Since its introduction in the mid-19th century, photography has played a prominent role in documenting archaeological sites. Photographs record excavations and artifacts, compiling visual inventories that become mnemonic tools during the lab work and analysis that follow completed fieldwork. But beyond such traditional categories of documentation, photographs also capture, both intentionally and unintentionally, the life of an archaeological project. These images reflect the living dynamics of archaeological camps and local communities. Some images are posed and constructed for publicity purposes, while others are spontaneous and candid — meant to be seen by only a small circle. As they freeze intimate moments, the candid shots later help us understand the history of archaeological inquiry and pursuit. As archaeological historian and theoretician Michael Shanks explains, “It is the detective work and experience of doing archaeology that interest so many people, as much as the things found.” Shanks reminds us that archaeology is as much about the people and ideas involved in recovering the past as it is about the past.
Professional photographers and researchers created more than 60,000 photographic images from 1956 to 1970, when the University of Pennsylvania Museum carried out archaeological investigations at the ancient Maya city of Tikal in Guatemala. A great many of those images recorded data about the Maya past, including architectural restoration, excavations, surveys, and laboratory work. Fortunately, those staff members produced an equally rich photographic record of the people involved in recovering that past during the Tikal Project — the largest-scale archaeological investigation ever under-taken in the Americas.
Several professional photographers were part of the staff in Guatemala in the early years of the project. Between 1956 and 1964, George Holton, Joya Hairs, and Walwin Barr created historic images of Tikal ’s archaeological remains and of the site archaeologists, fieldworkers and their families, and visitors. Many of the 118 researchers were also skilled photographers, and they continued to photograph the work and surroundings at Tikal throughout the 1960s. Their visual contributions to the Museum ’ s Tikal archive are stunning. Among the archaeologist-photographers who produced photographs that rivaled those of the professionals were Bill Coe, who directed the Tikal Project during its last seven years; Nick Hellmuth, who is influential in digital imaging in Maya studies today; Stuart Scott; Peter Harrison, whose photographs have traveled in museum exhibits; and Virginia Greene, now senior conservator for the Museum.

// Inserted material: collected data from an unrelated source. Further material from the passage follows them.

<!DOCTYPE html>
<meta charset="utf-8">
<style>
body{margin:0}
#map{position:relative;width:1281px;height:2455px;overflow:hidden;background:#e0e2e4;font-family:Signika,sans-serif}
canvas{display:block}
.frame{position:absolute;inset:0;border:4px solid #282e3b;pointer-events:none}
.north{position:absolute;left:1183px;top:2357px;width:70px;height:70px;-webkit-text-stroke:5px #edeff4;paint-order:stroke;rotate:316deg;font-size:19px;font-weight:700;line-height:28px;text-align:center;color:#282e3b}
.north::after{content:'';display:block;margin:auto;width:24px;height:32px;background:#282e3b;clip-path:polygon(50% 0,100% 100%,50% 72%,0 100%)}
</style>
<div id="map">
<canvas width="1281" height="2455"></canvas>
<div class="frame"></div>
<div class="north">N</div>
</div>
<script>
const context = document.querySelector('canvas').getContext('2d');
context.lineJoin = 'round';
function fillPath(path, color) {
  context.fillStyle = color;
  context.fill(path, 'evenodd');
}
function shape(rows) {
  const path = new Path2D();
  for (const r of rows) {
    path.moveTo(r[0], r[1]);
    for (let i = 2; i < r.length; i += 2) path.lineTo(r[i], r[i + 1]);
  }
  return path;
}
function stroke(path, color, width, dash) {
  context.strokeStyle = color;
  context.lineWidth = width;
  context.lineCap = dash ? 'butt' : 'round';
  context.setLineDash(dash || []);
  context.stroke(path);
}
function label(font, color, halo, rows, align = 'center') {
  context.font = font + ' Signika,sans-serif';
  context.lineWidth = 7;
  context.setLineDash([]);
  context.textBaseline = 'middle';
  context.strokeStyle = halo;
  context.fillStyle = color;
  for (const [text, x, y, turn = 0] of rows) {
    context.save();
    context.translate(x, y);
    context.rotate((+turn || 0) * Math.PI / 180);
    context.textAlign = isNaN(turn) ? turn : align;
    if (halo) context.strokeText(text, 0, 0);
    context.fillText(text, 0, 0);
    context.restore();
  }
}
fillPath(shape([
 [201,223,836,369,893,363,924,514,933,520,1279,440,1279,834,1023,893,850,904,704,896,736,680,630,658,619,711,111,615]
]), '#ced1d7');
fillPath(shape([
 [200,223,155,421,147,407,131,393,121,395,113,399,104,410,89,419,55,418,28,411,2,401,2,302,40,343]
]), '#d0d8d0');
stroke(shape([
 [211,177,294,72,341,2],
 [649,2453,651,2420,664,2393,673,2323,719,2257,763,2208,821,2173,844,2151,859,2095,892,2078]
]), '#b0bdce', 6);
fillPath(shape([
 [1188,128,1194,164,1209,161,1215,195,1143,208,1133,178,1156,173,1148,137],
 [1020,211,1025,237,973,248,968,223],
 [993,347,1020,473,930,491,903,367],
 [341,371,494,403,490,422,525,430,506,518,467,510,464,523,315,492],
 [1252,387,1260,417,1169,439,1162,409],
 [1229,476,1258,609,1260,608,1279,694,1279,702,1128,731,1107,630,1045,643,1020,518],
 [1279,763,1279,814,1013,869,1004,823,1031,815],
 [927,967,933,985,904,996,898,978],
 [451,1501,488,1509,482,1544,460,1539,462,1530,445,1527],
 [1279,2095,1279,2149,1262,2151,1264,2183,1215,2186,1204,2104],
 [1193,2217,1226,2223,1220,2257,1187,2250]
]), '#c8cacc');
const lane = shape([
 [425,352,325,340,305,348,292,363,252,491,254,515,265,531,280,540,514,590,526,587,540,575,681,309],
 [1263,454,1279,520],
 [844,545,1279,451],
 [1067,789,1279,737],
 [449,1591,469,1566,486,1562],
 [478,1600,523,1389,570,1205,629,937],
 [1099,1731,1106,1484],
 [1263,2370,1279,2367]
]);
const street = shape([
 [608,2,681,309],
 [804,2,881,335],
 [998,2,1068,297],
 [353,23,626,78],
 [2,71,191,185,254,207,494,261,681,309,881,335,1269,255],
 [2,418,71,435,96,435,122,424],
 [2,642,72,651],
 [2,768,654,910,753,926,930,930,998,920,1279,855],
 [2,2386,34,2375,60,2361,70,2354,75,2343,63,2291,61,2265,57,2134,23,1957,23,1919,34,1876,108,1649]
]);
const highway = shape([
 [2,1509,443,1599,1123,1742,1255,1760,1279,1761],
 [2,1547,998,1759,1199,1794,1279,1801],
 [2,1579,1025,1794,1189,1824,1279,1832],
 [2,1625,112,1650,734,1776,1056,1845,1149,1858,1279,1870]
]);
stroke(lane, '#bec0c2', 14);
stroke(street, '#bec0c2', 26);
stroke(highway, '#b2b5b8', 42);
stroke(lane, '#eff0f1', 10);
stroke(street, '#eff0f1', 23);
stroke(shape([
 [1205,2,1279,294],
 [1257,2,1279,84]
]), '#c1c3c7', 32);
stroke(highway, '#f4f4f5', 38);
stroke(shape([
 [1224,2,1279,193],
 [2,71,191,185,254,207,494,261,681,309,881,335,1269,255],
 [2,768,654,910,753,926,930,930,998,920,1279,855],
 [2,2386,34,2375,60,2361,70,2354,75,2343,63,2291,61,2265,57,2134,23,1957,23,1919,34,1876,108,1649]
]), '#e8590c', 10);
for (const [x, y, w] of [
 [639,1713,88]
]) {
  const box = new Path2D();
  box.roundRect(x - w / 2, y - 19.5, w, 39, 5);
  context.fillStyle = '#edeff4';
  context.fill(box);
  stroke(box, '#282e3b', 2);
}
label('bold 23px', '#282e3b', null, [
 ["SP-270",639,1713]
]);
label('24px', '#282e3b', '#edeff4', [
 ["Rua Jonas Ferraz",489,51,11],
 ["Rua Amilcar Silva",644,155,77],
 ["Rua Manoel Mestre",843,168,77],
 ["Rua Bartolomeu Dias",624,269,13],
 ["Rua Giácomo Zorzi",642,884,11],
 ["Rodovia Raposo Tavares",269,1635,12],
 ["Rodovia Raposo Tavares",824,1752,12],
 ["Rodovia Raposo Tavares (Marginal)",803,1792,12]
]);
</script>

The images alone narrate a history of the Tikal Project. The photographs of people and architecture document archaeological practice, as well as the monumental scope of the project. Images of the camp reveal daily life in the Petén, which appears to be anything but routine. Beautiful portraits, intended for publicity, reflect very practical concerns with the cost of an undertaking of this scope. In all the images there is an intimacy that entices the viewer — unable to travel to Tikal in the past — to want to learn more about the individuals who were part of Tikal’s archaeological history. The 13 images here, selected from hundreds, represent the aesthetic richness preserved in the Tikal photo archive, but they only begin to touch on the story of doing archaeology at Tikal.